Friday, October 28, 2011

The Good, the Bad, and The Postman

The Postman
Last night I watched a bit of The Postman before I could stop myself. The Postman, you’ll remember, was one of a few clear indications that the brilliance of Dances With Wolves was only an accident. As if Water World hadn’t convinced everybody that Kevin Costner shouldn’t be entrusted with money beyond the price of a Big Mac, a few die-hards foolishly funded Costner’s next attempt to a post-apocalyptic masterpiece, and this while the genre in its broadest sense should have been abandoned after Mad Max anyway. Perhaps we would have been saved from the Left Behind series. You can’t plant a tree if you don’t have a compost layer, after all.

The Postman tells of a world in which no formal government exists, and people live huddled together in make-shift villages, hiding from each other and especially from the movie’s primary bad-guy: General Bethlehem (whose provocative name doesn’t provoke because it’s marvelously unclear what the deal is). Enter the postman (Kevin Costner), who became the postman because he found a dead real postman and helped himself to his outfit. But the outfit made the man, and the man fell neatly in a kind of messianic role, namely that of restoring communication between the various settlements.

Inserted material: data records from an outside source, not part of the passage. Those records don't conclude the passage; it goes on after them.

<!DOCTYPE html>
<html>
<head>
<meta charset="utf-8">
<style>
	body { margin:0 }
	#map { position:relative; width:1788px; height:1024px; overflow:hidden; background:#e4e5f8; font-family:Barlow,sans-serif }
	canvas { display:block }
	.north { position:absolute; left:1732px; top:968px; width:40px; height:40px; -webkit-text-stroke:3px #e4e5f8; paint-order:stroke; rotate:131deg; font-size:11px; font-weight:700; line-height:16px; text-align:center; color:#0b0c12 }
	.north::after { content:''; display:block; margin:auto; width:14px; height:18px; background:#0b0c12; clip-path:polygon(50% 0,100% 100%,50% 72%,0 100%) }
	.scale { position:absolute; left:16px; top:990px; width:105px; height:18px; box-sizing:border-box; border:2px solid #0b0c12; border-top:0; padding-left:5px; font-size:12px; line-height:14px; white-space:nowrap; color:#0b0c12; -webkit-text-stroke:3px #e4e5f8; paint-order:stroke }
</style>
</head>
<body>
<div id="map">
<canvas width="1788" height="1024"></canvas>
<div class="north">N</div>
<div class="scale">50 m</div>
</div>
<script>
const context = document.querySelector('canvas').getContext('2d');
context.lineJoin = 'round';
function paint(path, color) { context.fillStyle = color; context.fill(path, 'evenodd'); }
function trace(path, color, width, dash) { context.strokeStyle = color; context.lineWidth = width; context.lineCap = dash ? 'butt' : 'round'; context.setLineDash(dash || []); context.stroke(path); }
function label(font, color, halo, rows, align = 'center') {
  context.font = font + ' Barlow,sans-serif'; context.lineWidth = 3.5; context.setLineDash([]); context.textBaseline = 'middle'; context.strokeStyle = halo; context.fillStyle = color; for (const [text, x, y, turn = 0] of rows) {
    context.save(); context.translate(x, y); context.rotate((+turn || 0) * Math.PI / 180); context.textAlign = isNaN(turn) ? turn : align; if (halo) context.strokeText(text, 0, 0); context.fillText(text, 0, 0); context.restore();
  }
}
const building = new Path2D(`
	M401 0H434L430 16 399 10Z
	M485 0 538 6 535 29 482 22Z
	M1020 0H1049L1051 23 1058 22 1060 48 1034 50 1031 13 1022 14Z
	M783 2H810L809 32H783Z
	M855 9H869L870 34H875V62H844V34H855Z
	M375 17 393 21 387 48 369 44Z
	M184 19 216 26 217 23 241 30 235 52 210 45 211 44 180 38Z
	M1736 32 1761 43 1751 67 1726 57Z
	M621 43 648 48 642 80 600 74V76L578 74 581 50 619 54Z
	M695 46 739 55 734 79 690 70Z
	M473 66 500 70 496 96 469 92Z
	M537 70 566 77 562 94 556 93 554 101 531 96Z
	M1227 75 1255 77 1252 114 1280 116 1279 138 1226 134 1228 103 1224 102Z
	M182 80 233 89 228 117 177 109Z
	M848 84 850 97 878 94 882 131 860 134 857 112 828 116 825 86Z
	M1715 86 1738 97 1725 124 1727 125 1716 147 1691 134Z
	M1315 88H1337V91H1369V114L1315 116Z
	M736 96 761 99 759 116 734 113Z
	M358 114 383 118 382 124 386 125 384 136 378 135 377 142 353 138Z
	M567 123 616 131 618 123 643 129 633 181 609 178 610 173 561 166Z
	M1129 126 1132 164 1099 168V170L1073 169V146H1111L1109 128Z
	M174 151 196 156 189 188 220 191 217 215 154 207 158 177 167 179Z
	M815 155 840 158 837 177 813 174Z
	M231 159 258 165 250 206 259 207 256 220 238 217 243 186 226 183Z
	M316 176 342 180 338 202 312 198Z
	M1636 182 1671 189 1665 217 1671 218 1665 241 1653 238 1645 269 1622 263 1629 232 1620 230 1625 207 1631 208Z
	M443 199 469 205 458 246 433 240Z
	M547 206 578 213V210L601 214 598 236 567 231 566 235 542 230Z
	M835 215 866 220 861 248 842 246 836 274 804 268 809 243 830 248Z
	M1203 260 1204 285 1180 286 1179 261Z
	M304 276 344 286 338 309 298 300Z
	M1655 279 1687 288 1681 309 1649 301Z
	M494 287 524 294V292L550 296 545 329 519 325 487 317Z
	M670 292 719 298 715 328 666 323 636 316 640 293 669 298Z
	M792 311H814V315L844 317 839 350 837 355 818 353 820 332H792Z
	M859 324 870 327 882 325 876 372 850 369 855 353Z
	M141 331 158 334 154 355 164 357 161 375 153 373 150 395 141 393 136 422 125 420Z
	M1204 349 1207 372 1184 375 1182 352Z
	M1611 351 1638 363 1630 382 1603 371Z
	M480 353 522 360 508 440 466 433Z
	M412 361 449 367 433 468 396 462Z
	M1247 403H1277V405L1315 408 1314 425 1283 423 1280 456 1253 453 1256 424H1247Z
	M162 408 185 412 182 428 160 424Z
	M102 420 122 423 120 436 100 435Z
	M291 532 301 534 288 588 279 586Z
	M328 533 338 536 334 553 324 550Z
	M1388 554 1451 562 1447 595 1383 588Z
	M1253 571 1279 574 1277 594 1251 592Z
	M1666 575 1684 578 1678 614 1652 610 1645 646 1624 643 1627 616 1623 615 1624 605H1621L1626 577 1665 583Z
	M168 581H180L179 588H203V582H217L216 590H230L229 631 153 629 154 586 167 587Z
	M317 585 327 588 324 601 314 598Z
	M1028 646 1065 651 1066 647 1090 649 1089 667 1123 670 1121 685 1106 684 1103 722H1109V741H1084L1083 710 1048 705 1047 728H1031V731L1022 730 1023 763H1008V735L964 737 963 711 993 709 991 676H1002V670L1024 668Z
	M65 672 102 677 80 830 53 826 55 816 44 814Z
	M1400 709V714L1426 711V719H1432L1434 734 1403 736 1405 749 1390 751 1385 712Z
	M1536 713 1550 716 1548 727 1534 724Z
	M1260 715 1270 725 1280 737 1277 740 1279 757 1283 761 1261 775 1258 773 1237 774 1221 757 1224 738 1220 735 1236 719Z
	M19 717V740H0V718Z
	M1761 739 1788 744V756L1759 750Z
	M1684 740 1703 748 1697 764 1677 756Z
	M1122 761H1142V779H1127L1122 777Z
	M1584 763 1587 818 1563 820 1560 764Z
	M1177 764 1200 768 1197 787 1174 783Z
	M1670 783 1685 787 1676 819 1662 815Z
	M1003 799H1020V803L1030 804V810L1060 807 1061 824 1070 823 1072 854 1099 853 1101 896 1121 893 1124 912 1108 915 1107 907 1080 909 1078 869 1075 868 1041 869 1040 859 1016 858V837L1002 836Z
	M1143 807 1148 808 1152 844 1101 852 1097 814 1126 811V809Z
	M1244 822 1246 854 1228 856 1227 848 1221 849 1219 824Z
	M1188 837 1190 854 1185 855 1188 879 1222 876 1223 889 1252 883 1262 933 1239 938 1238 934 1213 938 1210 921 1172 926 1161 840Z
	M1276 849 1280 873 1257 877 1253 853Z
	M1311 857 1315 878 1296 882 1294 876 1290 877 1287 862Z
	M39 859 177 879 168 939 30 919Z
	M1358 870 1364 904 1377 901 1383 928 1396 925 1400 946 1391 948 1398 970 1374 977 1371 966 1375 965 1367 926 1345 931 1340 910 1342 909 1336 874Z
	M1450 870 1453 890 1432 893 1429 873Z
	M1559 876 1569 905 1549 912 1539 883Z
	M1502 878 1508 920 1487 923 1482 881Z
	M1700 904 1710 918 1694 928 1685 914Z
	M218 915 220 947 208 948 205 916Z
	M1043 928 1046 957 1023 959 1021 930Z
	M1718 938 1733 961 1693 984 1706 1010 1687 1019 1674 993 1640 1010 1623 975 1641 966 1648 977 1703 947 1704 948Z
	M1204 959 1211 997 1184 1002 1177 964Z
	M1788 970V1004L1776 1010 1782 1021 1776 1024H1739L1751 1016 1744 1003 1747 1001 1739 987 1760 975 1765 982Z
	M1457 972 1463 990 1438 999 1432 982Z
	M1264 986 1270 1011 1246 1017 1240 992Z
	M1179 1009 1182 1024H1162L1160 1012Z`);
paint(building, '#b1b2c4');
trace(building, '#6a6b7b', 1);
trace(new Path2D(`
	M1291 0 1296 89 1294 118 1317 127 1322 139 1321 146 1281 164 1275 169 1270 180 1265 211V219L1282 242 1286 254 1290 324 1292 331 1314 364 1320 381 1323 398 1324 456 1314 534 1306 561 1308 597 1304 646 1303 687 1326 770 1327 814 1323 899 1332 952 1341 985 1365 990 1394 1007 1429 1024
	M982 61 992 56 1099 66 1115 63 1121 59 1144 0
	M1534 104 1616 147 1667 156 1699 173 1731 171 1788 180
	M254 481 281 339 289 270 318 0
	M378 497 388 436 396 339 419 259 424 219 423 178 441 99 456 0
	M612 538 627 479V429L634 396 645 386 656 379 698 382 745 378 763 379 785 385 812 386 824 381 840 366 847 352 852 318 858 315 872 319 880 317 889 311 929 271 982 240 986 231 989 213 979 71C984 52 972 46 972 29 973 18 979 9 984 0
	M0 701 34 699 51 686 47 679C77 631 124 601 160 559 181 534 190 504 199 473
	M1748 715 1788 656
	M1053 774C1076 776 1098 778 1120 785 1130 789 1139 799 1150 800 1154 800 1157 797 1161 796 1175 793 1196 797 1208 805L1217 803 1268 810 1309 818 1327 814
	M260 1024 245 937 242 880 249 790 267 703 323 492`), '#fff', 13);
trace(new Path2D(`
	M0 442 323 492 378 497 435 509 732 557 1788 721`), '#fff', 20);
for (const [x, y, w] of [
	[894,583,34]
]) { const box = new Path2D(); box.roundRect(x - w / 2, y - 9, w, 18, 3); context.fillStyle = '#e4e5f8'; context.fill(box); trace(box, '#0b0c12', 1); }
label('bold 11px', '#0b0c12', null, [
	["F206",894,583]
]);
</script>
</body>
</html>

Enter the General, who wants to maintain chaos in which to play war, and who subsequently takes a decisive dislike to the postman, who wants to create a natural kind of order. All this is an obvious instance of the tried good-and-evil dialogue, and a clever contribution to the debate on whether Jesus of Nazareth was indeed God’s son or only some passerby who was involuntarily adopted by the architects of the Messianic legend. But alas, the movie’s daft execution and primary themes make it virtually impossible to render it any respect in aforementioned matters. So you figure that the Biblical Jesus is an elaborate hoax based on some historic hick named Jesus of Nazareth? Whose legend rose to prominence by the warring efforts of insurrectionists, whose own compass inflated in the false vacuum created by the collapsing Roman Empire? Well, hurray, that’s very deep.
Kev and the General slug it out


The Postman’s world consists of clearly distinguished good-guys (peace-loving victims who want to reestablish Pax Americana) and bad guys (war loving hoodlums who probably destroyed the US in the first place). When the bad guys kill a good guy, the rush of cello’s swells and audiences are guided into heart-felt gasps, as our hero staggers and crushes in slow motion to the earth, and dust rises like a freed soul from where the body falls. When the good guys kill a bad guy, however, none of them shows any awareness of how very awful it is to kill another human being, even if the good guys are obviously forced to do such a horrible thing because the bad guys were going to do it to them.

Even in our own present day and age, the archetype of good guys versus bad guys has been long found blasé. We now like to believe that there’s a bit of the good guy and the bad guy in all of us, and which one of the two guys wins depends on which guy you feed.

But that too is blasé. Jesus (that is: Jesus the Biblical literary character) teaches that only God is good, and since we’re not God, none of us deserves the predicate good-guy. We’re all bad-guys, so that moves things right along.

We bad guys have no clear fix on what is good, so we have no idea what to shoot for. And that brings about the strenuous notion that we shouldn’t shoot at all. Mankind is lead to wherever it must and will go, and in the mean time, we are told to love our enemies and our neighbors like ourselves, take care of the world and worship God alone.

But, you may ask, what if a guy like General Bethlehem shows up? And that’s the point we’re trying to make: it’s highly likely that a man like Bethlehem will show up and that he will gather a following. But when he does, he can only be successfully “dealt with” by non-violent opposition. Bethlehem too must and will go to where God will lead him. There’s not a single instance in world-history where a society takes up arms against tyranny, whether domestic or foreign, and not only deposes the original tyrant but frees itself from tyranny all together. Even the US today still suffers greatly from the burden of the right to bear arms in order to form a coalition against any invading force, not because there are no forces that would love to invade the US but because of the many Bethlehems that can’t wait to shoot a fellow Postman.